Segment Start: GIVEN DATA

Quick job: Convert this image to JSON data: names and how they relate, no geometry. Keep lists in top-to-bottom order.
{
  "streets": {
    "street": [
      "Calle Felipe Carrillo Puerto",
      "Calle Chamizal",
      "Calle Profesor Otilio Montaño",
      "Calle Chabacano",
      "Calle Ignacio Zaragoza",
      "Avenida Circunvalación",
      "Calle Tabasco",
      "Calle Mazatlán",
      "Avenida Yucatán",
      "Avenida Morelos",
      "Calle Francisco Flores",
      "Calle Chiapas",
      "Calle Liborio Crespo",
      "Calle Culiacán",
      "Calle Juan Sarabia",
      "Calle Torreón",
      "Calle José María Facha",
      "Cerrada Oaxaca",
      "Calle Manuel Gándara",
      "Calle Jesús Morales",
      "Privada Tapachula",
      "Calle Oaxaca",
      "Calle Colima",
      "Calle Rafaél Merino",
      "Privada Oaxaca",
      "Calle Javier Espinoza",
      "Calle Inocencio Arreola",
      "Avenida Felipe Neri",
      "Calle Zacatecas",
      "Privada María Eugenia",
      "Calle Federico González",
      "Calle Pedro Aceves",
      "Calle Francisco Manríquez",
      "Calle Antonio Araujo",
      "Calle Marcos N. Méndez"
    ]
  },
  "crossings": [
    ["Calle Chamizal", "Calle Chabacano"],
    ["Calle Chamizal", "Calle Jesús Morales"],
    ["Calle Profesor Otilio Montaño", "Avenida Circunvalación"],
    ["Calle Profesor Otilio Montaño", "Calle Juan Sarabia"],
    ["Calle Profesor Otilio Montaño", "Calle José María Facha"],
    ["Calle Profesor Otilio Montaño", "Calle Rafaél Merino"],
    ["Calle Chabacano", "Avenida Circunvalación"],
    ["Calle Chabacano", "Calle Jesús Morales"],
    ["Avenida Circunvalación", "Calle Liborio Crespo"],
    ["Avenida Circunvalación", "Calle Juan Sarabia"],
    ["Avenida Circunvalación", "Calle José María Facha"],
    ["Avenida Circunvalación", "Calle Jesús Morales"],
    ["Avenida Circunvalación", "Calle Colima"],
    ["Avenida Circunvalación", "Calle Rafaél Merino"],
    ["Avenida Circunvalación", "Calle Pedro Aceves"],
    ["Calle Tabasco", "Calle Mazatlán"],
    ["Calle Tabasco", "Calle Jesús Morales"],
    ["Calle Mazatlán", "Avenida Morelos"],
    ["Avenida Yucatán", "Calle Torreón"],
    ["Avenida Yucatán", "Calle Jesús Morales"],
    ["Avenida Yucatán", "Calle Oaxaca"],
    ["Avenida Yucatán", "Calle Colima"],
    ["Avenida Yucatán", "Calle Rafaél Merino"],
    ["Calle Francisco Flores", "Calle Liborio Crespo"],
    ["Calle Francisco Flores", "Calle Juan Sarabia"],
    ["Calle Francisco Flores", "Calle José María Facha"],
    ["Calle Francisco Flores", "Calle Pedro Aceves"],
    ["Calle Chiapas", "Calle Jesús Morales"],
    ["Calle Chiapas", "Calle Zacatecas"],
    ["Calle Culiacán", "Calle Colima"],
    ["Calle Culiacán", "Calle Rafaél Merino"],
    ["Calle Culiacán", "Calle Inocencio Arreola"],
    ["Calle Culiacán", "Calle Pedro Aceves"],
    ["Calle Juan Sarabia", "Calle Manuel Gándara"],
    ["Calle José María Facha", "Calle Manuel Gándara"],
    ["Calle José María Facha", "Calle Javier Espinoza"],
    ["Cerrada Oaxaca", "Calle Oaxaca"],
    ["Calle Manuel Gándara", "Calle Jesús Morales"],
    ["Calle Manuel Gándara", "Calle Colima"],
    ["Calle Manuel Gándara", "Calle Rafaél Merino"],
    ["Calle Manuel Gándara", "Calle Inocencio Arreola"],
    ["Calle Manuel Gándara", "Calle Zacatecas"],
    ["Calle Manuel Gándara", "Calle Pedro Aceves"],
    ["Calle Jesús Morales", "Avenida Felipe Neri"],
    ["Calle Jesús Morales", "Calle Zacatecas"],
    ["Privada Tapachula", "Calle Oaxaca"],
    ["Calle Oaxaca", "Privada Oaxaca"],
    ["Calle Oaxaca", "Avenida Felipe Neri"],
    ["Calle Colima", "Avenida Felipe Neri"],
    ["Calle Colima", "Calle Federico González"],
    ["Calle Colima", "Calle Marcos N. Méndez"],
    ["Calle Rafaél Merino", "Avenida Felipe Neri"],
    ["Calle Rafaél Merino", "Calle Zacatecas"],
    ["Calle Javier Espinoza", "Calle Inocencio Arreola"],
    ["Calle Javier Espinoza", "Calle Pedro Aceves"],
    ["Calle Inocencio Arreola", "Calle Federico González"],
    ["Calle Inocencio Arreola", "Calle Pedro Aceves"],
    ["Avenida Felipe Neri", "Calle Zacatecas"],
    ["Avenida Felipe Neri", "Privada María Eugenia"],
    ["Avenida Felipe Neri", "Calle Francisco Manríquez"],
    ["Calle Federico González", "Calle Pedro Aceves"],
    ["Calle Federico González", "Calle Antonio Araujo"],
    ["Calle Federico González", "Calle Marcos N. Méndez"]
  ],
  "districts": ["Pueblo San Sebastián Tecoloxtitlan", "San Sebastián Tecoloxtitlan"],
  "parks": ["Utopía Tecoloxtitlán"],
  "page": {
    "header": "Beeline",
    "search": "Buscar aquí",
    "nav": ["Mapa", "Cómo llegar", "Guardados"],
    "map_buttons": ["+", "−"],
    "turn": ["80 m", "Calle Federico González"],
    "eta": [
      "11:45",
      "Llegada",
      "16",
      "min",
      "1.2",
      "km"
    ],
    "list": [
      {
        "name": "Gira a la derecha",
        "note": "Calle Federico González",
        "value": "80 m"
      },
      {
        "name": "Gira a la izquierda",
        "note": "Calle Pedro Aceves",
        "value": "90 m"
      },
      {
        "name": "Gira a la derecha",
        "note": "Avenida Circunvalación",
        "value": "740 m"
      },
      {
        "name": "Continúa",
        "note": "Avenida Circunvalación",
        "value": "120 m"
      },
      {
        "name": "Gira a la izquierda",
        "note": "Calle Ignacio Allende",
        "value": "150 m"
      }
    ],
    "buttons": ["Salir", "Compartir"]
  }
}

Segment End: GIVEN DATA

**TO DO**
Every line that holds the string "Marcos" must be copied from the records above.

**COMPLETED EXERCISE**
      "Calle Marcos N. Méndez"
    ["Calle Colima", "Calle Marcos N. Méndez"],
    ["Calle Federico González", "Calle Marcos N. Méndez"]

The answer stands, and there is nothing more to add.